Tüketici Konfederasyonu tarafından yapılan yazılı açıklamada, “Tüketici Konfederasyonu tarafından Danıştay’a EPDK hakkında; kurulun 31 Aralık 2021 tarih ve 10708 sayılı kararı ile karara Ek-1, Ek-2, Ek-3’de yer alan fiyat tarife tablolarının onaylanmasına ilişkin kararın yürütmesinin durdurularak iptaline ilişkin olarak dava açılmıştır” denildi.1 Ocak 2022’den itibaren geçerli olmak üzere yapılan fiyat artışlarının ‘Cumhuriyet tarihinin en yüksek oranlı zammının’ yapıldığına dikkat çekilen açıklamada, söz konusu karar ile sosyal devlet anlayışından vazgeçildiğine ve en temel tüketici hakkı olan ‘enerjinin adil ve herkese ucuz ve imkânına göre ulaştırılması’ hususunun göz önüne alınmadığı ifade edildi.

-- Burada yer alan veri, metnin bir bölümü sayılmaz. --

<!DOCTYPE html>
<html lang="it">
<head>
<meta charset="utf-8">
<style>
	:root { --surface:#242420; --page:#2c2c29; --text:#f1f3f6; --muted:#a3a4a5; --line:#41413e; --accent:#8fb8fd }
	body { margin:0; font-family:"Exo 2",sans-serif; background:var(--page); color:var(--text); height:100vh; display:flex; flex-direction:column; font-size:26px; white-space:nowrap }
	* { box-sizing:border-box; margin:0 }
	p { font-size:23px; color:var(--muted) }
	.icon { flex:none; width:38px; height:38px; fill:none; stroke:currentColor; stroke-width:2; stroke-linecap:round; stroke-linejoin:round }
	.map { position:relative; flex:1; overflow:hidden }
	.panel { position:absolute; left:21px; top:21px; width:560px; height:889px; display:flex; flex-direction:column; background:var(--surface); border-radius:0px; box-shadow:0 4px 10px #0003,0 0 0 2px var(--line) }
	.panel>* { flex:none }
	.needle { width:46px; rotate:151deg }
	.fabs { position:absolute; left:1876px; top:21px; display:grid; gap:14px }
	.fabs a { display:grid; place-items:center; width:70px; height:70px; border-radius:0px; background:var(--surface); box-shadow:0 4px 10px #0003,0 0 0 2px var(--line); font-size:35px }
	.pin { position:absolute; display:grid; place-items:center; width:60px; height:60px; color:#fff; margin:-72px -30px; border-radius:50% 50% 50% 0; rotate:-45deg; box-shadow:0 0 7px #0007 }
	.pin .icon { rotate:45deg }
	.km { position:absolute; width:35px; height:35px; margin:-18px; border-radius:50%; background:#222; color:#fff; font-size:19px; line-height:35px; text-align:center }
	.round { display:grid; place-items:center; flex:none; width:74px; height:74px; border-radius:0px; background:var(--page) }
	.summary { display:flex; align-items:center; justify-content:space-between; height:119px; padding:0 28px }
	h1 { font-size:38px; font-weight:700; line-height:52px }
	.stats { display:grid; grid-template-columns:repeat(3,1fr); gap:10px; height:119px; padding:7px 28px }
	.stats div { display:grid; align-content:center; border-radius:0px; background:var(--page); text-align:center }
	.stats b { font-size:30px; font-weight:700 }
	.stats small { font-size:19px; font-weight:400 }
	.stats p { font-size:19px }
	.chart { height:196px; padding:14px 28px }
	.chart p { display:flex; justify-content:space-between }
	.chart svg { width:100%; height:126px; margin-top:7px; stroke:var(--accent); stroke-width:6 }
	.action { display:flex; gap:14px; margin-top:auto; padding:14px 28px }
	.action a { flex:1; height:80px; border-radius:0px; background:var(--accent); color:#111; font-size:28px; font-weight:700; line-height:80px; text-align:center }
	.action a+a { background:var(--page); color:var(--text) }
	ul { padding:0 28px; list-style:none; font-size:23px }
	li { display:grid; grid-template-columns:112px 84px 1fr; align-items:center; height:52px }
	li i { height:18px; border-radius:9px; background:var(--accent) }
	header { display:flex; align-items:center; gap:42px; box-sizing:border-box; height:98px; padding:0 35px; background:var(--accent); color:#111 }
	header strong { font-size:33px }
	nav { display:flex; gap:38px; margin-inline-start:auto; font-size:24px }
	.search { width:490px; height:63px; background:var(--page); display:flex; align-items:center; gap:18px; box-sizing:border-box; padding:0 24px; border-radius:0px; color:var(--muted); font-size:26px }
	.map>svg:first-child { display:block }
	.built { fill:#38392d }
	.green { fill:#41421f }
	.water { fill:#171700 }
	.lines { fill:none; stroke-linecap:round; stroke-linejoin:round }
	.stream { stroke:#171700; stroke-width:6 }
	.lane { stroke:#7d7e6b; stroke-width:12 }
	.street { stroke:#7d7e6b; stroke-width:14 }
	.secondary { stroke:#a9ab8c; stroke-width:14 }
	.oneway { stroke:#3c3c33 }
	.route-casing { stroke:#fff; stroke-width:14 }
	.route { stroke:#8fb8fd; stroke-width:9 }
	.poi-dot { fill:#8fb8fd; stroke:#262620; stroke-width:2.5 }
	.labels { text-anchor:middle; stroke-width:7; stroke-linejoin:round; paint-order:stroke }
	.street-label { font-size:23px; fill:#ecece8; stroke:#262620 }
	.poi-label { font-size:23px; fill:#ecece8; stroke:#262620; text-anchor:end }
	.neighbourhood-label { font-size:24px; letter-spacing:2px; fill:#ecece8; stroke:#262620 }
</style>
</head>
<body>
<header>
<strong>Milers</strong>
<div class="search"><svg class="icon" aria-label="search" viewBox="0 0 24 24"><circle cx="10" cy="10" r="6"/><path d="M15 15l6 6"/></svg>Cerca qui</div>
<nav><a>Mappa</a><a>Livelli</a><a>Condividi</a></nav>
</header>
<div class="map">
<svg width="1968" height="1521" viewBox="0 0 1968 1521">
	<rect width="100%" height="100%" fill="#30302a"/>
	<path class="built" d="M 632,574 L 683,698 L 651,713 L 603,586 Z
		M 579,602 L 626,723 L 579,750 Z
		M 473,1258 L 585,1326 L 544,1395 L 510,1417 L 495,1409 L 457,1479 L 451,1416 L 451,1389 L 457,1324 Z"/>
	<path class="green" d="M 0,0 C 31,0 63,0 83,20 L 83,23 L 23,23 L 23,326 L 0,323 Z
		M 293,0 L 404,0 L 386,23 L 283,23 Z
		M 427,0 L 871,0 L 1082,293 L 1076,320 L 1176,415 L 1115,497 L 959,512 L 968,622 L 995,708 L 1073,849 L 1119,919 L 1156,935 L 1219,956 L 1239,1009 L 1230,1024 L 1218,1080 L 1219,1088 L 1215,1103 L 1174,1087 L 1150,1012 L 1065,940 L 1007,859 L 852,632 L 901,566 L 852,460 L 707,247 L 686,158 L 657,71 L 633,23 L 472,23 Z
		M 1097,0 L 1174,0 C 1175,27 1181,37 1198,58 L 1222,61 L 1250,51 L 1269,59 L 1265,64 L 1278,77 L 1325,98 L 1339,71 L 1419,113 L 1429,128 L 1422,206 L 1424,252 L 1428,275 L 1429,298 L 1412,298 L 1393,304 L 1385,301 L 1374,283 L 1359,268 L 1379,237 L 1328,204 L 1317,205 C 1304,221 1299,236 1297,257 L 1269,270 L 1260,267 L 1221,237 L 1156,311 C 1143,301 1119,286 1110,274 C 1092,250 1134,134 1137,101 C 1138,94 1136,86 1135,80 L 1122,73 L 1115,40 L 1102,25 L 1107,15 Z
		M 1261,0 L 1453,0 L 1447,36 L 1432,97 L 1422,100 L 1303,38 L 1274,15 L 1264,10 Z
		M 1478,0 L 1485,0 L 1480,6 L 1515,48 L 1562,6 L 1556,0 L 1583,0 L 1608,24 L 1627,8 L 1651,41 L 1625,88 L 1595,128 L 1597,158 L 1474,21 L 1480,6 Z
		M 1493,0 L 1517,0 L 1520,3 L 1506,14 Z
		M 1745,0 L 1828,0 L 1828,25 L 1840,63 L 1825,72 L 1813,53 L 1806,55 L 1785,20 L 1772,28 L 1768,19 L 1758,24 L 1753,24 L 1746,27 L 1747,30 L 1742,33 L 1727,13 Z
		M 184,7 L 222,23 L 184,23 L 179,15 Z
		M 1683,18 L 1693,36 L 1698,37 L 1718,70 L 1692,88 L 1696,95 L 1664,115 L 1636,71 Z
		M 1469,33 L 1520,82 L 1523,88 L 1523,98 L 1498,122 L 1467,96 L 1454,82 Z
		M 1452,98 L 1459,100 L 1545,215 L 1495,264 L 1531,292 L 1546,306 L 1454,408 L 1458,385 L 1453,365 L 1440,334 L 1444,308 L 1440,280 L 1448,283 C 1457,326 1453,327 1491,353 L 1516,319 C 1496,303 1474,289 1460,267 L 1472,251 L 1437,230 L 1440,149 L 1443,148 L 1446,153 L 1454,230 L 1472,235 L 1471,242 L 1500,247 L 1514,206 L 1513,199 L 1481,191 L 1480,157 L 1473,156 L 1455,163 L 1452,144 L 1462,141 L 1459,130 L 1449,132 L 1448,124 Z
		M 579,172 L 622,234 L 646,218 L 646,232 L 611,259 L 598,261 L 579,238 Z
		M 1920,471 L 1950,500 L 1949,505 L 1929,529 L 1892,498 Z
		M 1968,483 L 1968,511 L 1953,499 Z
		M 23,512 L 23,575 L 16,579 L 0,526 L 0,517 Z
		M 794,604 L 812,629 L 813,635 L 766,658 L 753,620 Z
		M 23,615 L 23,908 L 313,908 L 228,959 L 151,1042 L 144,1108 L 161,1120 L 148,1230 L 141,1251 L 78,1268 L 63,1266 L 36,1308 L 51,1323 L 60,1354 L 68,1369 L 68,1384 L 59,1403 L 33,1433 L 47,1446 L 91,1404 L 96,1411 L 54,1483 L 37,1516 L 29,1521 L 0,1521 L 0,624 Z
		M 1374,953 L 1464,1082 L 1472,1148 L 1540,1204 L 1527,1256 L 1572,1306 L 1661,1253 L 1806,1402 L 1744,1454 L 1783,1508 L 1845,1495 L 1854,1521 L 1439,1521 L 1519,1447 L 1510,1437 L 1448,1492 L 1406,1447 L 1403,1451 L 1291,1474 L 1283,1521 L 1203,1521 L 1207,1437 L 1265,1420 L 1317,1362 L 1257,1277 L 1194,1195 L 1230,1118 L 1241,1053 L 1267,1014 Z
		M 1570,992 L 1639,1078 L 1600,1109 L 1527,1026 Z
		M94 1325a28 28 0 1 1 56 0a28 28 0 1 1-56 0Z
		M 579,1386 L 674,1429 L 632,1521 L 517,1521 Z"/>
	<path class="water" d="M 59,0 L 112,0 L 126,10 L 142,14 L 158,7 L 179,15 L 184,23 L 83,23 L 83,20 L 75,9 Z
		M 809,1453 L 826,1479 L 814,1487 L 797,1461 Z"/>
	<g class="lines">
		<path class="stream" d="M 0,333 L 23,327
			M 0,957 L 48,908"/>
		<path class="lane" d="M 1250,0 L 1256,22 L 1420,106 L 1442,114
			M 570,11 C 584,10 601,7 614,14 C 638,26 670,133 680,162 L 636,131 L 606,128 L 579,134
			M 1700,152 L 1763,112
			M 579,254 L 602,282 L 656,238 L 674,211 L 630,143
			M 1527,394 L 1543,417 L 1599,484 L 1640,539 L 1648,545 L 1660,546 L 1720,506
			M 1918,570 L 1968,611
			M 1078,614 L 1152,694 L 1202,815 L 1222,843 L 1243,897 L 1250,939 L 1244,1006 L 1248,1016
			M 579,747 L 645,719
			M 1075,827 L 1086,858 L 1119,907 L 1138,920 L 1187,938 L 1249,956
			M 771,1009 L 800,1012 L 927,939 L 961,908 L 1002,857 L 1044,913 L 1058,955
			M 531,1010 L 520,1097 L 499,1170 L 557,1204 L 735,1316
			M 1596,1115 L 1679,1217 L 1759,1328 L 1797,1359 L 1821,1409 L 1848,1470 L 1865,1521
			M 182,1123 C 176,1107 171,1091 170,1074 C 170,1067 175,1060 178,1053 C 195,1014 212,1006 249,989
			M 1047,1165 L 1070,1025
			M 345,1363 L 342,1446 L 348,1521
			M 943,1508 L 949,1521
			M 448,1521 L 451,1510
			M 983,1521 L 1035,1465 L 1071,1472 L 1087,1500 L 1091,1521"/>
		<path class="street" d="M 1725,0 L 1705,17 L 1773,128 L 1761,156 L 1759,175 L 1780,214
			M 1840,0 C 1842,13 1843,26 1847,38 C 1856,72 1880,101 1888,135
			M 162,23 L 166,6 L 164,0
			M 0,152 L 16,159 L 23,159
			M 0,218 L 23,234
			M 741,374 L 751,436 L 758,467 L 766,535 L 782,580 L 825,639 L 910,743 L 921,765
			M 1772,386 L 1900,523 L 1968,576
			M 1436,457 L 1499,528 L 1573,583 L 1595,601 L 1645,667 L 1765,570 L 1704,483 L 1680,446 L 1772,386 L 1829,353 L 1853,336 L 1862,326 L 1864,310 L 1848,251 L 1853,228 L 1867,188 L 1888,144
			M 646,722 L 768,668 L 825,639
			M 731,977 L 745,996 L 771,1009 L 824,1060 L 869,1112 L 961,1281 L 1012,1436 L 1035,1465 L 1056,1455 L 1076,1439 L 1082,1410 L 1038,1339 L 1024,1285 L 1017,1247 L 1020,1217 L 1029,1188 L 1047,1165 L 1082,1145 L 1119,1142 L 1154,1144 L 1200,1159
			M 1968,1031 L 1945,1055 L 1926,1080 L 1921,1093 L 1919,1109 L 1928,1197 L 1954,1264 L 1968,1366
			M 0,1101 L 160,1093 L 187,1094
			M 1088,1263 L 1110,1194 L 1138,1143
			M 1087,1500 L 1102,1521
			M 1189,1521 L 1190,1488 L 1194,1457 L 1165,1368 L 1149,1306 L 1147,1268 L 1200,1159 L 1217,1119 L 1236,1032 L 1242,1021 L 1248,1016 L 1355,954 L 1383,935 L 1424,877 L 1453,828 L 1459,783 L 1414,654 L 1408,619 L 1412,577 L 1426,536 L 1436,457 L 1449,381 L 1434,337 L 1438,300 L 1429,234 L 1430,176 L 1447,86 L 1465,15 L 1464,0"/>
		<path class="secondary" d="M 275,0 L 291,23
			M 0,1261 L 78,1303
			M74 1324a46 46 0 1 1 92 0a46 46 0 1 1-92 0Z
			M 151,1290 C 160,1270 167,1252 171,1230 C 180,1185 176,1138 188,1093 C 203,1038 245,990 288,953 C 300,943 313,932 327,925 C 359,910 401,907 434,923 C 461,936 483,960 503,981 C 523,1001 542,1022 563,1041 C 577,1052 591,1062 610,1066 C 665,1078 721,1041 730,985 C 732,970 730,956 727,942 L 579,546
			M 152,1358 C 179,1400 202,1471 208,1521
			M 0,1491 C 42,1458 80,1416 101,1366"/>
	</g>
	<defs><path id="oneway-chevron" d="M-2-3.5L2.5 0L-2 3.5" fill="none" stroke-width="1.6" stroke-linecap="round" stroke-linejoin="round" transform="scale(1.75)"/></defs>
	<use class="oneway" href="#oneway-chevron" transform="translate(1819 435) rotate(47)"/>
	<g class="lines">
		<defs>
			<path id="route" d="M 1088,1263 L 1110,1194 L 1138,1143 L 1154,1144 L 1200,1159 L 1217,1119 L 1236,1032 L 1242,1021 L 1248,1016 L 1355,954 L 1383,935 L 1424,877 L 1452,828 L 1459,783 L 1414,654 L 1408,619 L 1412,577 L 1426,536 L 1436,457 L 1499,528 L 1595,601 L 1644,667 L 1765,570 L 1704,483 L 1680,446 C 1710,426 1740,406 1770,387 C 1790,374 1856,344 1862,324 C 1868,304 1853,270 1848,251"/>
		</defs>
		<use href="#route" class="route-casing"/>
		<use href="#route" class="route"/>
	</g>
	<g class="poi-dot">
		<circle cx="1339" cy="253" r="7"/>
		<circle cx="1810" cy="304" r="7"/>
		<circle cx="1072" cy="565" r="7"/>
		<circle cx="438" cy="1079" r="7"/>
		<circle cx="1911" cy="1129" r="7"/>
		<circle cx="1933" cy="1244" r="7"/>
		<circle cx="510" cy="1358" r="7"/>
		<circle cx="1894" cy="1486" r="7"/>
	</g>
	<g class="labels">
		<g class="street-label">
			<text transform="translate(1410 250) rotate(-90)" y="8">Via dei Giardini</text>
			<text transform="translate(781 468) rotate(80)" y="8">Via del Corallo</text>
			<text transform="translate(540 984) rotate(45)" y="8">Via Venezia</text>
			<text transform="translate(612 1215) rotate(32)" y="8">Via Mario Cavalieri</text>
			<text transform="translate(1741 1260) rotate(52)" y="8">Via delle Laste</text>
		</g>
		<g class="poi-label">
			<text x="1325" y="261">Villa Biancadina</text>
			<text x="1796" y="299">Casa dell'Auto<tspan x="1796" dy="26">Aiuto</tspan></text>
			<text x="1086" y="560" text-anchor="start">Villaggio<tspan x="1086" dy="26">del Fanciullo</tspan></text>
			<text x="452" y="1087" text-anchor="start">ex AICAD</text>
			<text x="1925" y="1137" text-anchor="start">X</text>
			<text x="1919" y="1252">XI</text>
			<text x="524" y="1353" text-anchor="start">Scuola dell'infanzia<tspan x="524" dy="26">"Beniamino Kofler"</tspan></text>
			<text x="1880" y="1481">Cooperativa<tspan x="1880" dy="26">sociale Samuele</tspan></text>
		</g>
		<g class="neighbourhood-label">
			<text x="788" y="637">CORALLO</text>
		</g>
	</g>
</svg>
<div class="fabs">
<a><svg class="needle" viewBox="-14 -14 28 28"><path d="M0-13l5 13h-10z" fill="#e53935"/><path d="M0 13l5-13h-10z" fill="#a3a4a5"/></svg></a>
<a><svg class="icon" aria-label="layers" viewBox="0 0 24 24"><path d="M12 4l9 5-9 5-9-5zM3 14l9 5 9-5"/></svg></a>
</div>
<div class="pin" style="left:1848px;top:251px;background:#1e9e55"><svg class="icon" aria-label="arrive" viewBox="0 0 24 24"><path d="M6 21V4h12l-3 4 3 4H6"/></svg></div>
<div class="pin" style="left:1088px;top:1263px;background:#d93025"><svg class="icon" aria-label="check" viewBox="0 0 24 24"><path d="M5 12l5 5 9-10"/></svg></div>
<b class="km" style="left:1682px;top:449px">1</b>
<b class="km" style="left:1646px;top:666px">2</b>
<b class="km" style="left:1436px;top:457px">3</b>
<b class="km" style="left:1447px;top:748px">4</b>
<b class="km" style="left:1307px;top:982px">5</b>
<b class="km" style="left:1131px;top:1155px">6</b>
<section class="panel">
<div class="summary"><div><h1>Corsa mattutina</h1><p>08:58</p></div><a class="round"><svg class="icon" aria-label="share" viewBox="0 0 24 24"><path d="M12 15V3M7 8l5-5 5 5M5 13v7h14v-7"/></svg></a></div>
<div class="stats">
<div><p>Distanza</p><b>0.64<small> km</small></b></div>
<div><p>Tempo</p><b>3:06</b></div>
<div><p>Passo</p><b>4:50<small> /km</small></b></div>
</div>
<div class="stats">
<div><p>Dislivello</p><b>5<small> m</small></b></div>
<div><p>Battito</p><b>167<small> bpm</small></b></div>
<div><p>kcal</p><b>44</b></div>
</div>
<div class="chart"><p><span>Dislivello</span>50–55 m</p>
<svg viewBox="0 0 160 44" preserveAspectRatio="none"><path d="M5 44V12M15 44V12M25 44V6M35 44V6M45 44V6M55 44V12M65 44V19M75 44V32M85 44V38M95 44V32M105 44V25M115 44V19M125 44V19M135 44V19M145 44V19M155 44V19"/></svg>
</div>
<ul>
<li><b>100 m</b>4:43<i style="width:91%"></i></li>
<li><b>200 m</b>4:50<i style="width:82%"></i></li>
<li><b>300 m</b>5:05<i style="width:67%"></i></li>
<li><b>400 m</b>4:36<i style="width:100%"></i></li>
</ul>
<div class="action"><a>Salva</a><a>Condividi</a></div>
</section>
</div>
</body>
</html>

Bunların haricinde zamların iptali için yargıya başvurulmasının diğer nedenleri olarak şunlar sıralandı:
• Hanedeki kişilerin gelir durumu, meskenin gayrimenkul rayiç değeri gibi unsurlar dikkate alınmaması,
• Günlük 5 Kw’lık ayrım çok düşük olup temel ihtiyaç kalemlerinin harcandığı elektriğin çok altında olması,
• Yaşamı 24 saat boyunca elektrikli makineye bağlı olanlar da bu tarifede dikkate alınmaması,
• Kararda “mesken alçak gerilim tek zamanlı” dediğine göre 3 zamanlı okumalarda, anayasanın eşitlik ilkesi ihlali söz konusu olması, dar gelirlilerin ikamet ettiği meskenlerdeki kişi sayısı, meskenin rayiç bedeli, hanenin gelir durumu gibi kriterler dikkate alınmaması,
• Düzenlemenin bu haliyle düşük gelir gruplarına fayda sağlamaktan uzak olması gibi nedenlerle EPDK kararının yürütmesinin durdurulması ve iptali için yargı yoluna başvurulmuştur.
CHP DE YARGIYA BAŞVURMUŞTU
Öte yandan, CHP Genel Başkan Yardımcısı Ahmet Akın da, EPDK’nın elektrik zam kararının yürütmesinin durdurulması talebiyle Danıştay’a başvurduklarını söylemişti.
Akın, “Cumhuriyet tarihinin en büyük zammına dönüşen EPDK kararının iptal edilmesi ve yürütmesinin hemen durdurulması talebi ile Danıştay’da dava açtık. Yeni yılın ilk gününde bütün vatandaşlarımızı mağdur eden, hayat pahalılığı karşısında yalnız bırakan, elektriğe yapılan hukuksuz zamlara Türk yargısının hukuksal zeminde izin vermeyeceğine inanıyorum” demişti.